## What the task requires
From the first line to the last, transcribe the material exactly.

━━━ Supplied entries ━━━

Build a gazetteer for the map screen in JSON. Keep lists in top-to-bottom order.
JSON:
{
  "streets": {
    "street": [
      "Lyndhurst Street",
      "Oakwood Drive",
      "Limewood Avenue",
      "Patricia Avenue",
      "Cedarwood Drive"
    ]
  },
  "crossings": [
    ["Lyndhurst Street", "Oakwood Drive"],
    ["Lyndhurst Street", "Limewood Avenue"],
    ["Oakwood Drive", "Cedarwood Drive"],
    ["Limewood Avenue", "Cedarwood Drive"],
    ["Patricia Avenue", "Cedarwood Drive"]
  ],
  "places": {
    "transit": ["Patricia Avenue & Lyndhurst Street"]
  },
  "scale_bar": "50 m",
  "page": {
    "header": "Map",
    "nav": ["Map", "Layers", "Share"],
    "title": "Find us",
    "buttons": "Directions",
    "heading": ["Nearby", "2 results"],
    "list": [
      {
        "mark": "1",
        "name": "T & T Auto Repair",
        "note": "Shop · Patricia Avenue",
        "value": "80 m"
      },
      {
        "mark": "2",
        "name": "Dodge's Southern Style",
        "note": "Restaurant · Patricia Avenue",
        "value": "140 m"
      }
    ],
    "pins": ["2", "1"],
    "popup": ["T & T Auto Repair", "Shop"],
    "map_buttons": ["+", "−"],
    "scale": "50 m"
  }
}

━━━

## Written response
Build a gazetteer for the map screen in JSON. Keep lists in top-to-bottom order.
JSON:
{
  "streets": {
    "street": [
      "Lyndhurst Street",
      "Oakwood Drive",
      "Limewood Avenue",
      "Patricia Avenue",
      "Cedarwood Drive"
    ]
  },
  "crossings": [
    ["Lyndhurst Street", "Oakwood Drive"],
    ["Lyndhurst Street", "Limewood Avenue"],
    ["Oakwood Drive", "Cedarwood Drive"],
    ["Limewood Avenue", "Cedarwood Drive"],
    ["Patricia Avenue", "Cedarwood Drive"]
  ],
  "places": {
    "transit": ["Patricia Avenue & Lyndhurst Street"]
  },
  "scale_bar": "50 m",
  "page": {
    "header": "Map",
    "nav": ["Map", "Layers", "Share"],
    "title": "Find us",
    "buttons": "Directions",
    "heading": ["Nearby", "2 results"],
    "list": [
      {
        "mark": "1",
        "name": "T & T Auto Repair",
        "note": "Shop · Patricia Avenue",
        "value": "80 m"
      },
      {
        "mark": "2",
        "name": "Dodge's Southern Style",
        "note": "Restaurant · Patricia Avenue",
        "value": "140 m"
      }
    ],
    "pins": ["2", "1"],
    "popup": ["T & T Auto Repair", "Shop"],
    "map_buttons": ["+", "−"],
    "scale": "50 m"
  }
}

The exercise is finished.